* TASK DIRECTIONS *
Go through the records and report each line in which the word "sheet" occurs.

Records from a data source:
☆ ☆ ☆ ☆

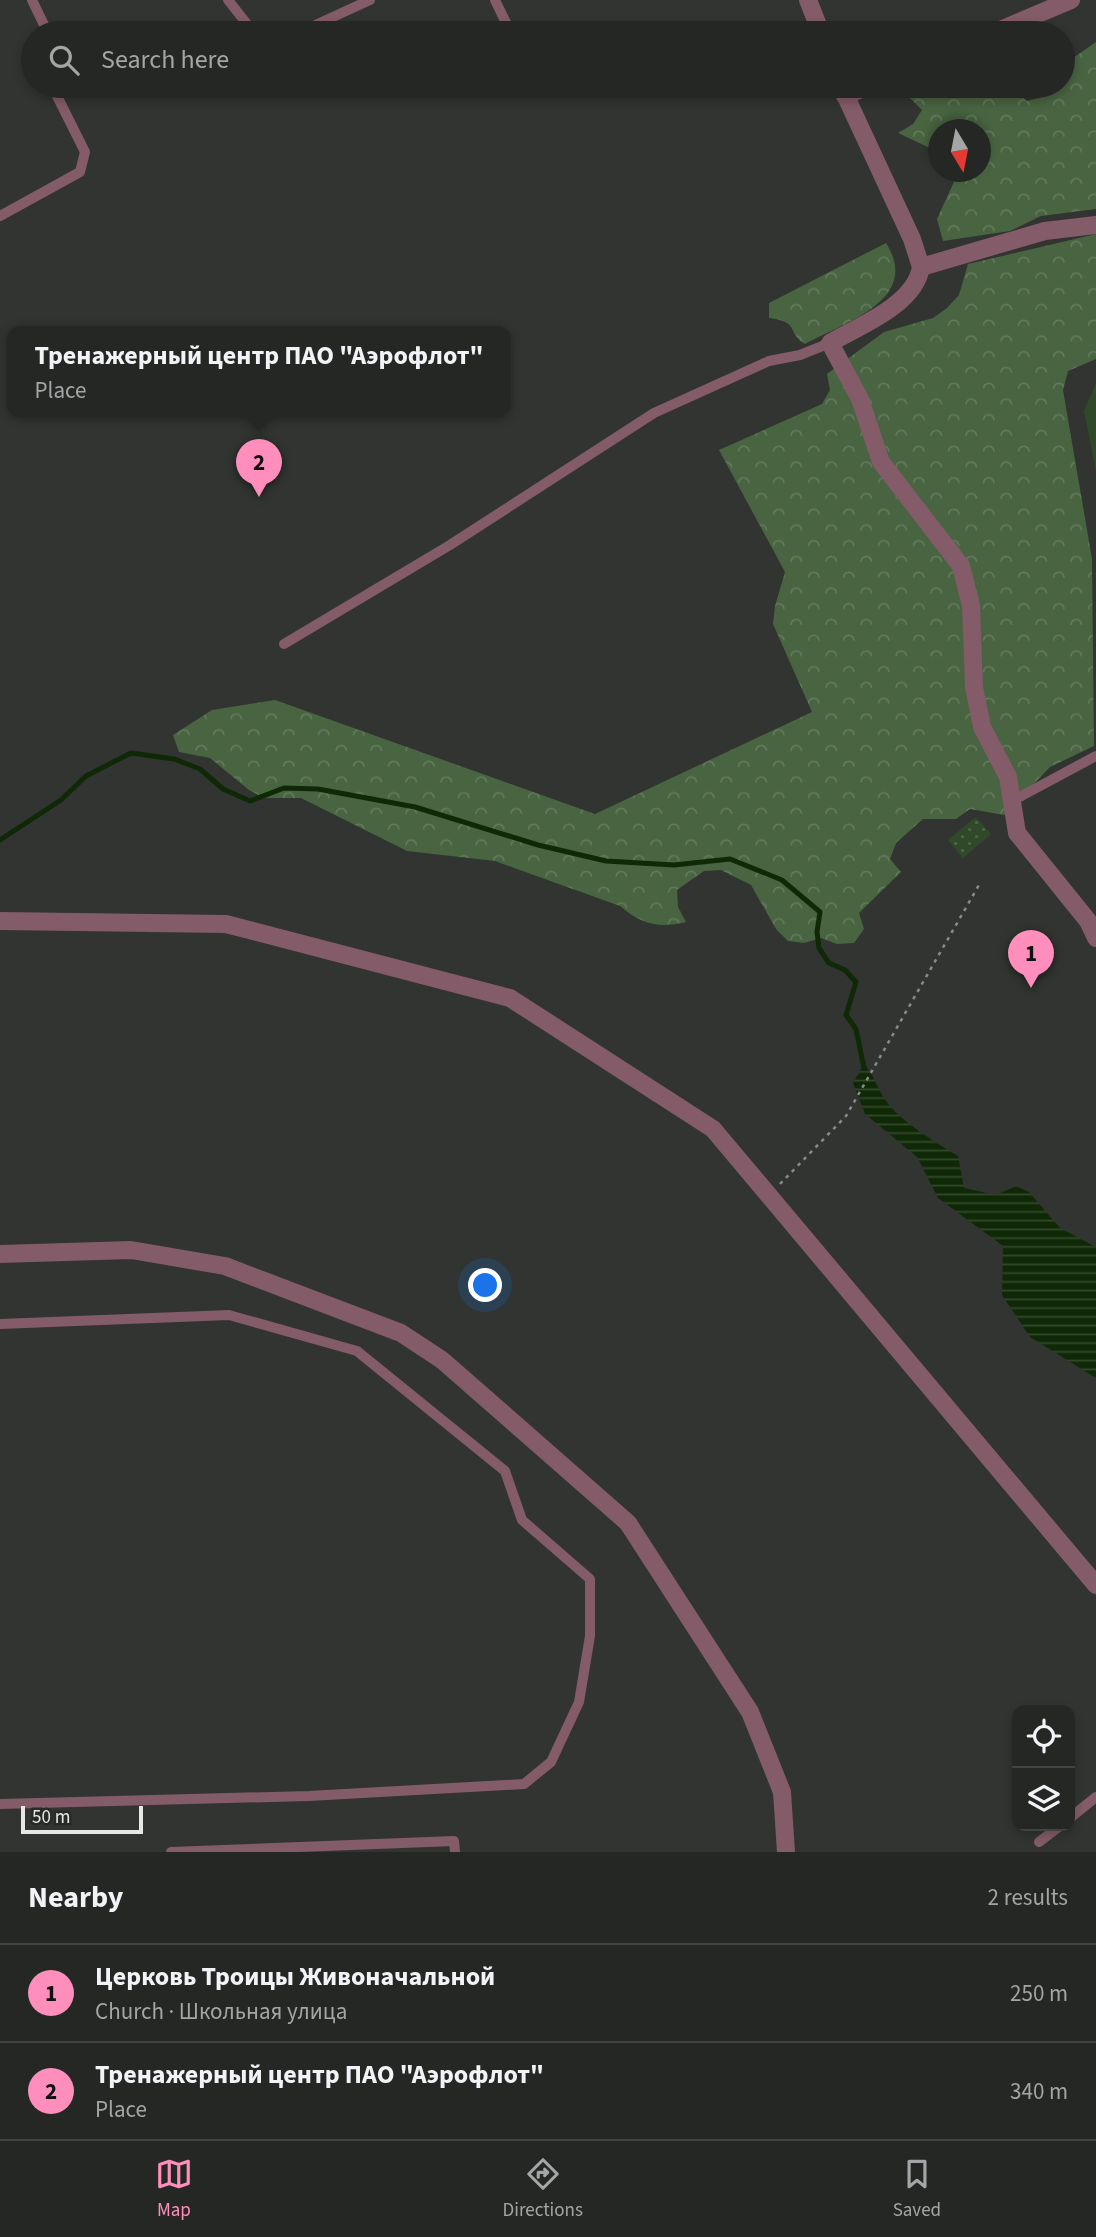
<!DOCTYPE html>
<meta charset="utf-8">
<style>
:root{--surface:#252724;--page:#2d2f2c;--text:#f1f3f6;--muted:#a3a5a6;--line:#424441;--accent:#fe8ebb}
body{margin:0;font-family:"Source Sans 3",sans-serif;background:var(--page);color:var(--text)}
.controls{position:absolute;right:21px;bottom:21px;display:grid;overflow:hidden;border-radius:14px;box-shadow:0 4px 10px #0003}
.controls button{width:63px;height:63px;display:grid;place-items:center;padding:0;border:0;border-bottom:2px solid var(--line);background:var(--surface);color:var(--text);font:35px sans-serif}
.compass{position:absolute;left:928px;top:119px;width:63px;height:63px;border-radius:50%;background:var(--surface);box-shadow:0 4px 10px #0003;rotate:170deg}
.scale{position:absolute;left:21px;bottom:18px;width:122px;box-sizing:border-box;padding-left:7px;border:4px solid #e7e8e6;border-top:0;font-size:19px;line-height:24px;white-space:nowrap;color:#e7e8e6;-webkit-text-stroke:5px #272a27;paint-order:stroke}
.you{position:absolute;left:486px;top:1286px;width:24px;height:24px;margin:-18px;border:5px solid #fff;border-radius:50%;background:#1a73e8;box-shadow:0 0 0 10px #1a73e833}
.badge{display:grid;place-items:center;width:46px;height:46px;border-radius:50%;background:var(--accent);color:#111;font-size:23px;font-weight:700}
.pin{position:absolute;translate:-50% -58px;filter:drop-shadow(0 2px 4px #0008)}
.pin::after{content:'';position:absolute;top:37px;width:24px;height:21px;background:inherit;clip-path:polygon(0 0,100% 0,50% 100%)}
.popup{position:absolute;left:7px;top:326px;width:504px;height:91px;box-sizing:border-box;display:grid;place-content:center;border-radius:14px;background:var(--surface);filter:drop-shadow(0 2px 5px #0005);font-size:23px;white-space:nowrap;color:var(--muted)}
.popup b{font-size:26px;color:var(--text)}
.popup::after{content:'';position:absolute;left:50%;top:100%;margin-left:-14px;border:14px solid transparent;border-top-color:var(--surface)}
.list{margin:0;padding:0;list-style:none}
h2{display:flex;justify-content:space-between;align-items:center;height:91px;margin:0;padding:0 28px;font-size:30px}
h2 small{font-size:23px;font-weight:400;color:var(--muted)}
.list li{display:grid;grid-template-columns:46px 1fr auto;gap:21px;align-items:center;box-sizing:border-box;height:98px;padding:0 28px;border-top:2px solid var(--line)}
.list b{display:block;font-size:26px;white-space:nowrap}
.list p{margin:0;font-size:23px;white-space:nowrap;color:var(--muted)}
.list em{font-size:23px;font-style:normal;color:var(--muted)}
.icon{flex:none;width:38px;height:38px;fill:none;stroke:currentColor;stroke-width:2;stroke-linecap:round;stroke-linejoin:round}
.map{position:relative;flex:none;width:1096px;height:1852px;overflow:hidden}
.search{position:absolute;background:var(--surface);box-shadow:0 4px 10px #0003;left:21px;right:21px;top:21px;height:77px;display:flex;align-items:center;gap:18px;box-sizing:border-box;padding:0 24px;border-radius:38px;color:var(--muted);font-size:26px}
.sheet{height:287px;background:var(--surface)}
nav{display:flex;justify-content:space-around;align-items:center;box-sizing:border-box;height:98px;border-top:2px solid var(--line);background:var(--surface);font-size:19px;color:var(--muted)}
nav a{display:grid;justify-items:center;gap:4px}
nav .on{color:var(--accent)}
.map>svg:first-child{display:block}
.grass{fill:url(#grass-dots)}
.forest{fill:url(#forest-crowns)}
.garden{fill:#304a29}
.water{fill:url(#water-rules)}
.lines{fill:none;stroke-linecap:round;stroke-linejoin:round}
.stream{stroke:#0f2907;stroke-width:5}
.path{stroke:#898b88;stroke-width:2.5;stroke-dasharray:3.5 5;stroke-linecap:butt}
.lane{stroke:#835b69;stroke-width:10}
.street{stroke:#835b69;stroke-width:18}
</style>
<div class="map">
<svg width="1096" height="1852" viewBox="0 0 1096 1852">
<defs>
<pattern id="grass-dots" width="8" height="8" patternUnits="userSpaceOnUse" patternTransform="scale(1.75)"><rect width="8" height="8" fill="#304a29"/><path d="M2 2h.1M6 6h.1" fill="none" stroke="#4e6448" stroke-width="1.8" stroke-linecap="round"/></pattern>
<pattern id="forest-crowns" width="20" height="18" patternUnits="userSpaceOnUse" patternTransform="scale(1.75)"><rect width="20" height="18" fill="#486440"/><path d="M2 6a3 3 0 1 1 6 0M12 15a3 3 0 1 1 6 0" fill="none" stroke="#627a5c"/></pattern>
<pattern id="water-rules" width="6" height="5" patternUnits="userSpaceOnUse" patternTransform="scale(1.75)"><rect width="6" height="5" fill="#0f2907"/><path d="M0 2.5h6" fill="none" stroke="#32482b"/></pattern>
</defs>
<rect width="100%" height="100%" fill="#313430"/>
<polygon class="grass" points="976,817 991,834 963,858 948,840"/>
<g class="forest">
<polygon points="1096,42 1096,209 1041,216 1010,231 943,241 937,219 958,173 955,172 981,172 981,130 939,130 938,164 930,148 898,133 913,124 922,110 903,91 921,86 1008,86 1027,101 1043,97 1055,86 1063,86 1063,65"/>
<path d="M1096,234V359L1068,371L1063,390L1092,559L1094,746L1050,767L1004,815L970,809L956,819H923L896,843L890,859L901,872L859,913L864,929L854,943L837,944L821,938L804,943L788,941L776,929L751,885L721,870L704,871L677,890L678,907L686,922C659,929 641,924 620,906L495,861L407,851L301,798H264L249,790L210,758L179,752L173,735L212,710L275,700L595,814L812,712L773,624L775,606L785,572L719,450L822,404L830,390L827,374L884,332L933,318L947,308L959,295L968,264Z"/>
<path d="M886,243C922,300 845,322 805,344C786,333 801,322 769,318V303Z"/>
</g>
<polygon class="garden" points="1096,383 1096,472 1084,411"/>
<path class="water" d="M864,1064C875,1076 877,1089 887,1102C901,1122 937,1143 958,1156L964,1188L996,1195L1016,1186L1029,1192L1060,1228L1096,1247V1378L1030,1337L1002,1295L1003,1246L938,1198L917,1157L865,1114L853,1083Z"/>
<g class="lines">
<polyline class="stream" points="0,840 61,800 86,776 131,753 174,759 200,769 223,789 250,801 284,788 318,789 415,807 538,845 606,861 674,865 730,859 782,880 820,912 817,932 819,948 829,963 845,970 856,982 846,1015 856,1029 864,1068"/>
<polyline class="path" points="780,1184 846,1116 979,885"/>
<g class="lane">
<polyline points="32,0 48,33"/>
<polyline points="228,0 251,29 287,33"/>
<polyline points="495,0 511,33"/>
<polyline points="298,33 370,0"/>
<polyline points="0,216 80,172 85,152 52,86"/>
<polyline points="284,644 450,545 654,413 769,361 800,355 830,343"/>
<polyline points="1012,801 1096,756"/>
<polyline points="0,1324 229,1315 357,1351 505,1471 522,1520 590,1579 590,1636 579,1702 551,1762 524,1784 309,1796 0,1804"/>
<polyline points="1070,1818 1096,1797"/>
<polyline points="1039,1842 1060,1826"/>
<polyline points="171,1852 454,1841 455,1852"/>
</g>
<g class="street">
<polyline points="808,0 821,33"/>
<polyline points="993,33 1071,0"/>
<path d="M841,86L912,239L921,267C915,305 859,326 830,343L860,399L881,462L961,566L971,606L974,687L982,727L1008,777L1017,833L1088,921L1096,938"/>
<polyline points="845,96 868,86"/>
<polyline points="921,267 1045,231 1096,225"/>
<polyline points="0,921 226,924 510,998 713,1129 1096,1585"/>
<polyline points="0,1254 131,1250 225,1266 401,1333 442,1360 628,1523 750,1712 782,1792 786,1852"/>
</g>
</g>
</svg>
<div class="controls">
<button><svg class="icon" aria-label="locate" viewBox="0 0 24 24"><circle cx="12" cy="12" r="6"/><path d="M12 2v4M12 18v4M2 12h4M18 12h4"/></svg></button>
<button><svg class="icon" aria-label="layers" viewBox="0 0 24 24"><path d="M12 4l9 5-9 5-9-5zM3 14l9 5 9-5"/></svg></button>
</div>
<svg class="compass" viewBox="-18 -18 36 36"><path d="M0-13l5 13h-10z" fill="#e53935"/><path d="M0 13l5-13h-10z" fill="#a3a5a6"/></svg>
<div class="scale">50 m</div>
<div class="you"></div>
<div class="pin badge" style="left:1031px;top:988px">1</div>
<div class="pin badge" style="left:259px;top:497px">2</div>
<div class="popup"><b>Тренажерный центр ПАО &quot;Аэрофлот&quot;</b>Place</div>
<div class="search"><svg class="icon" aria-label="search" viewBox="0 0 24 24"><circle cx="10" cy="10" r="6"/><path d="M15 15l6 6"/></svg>Search here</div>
</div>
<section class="sheet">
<h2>Nearby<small>2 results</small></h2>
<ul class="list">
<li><span class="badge">1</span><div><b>Церковь Троицы Живоначальной</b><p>Church · Школьная улица</p></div><em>250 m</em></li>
<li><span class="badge">2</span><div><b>Тренажерный центр ПАО &quot;Аэрофлот&quot;</b><p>Place</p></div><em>340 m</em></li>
</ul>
</section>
<nav>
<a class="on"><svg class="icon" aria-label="map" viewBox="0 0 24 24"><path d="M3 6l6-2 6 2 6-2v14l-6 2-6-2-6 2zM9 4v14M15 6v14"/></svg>Map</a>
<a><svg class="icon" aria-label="directions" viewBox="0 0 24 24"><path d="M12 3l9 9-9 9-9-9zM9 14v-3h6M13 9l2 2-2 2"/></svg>Directions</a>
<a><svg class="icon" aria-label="saved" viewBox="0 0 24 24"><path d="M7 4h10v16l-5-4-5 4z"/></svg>Saved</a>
</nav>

☆ ☆ ☆ ☆

* EXPECTED ANSWER *
.sheet{height:287px;background:var(--surface)}
<section class="sheet">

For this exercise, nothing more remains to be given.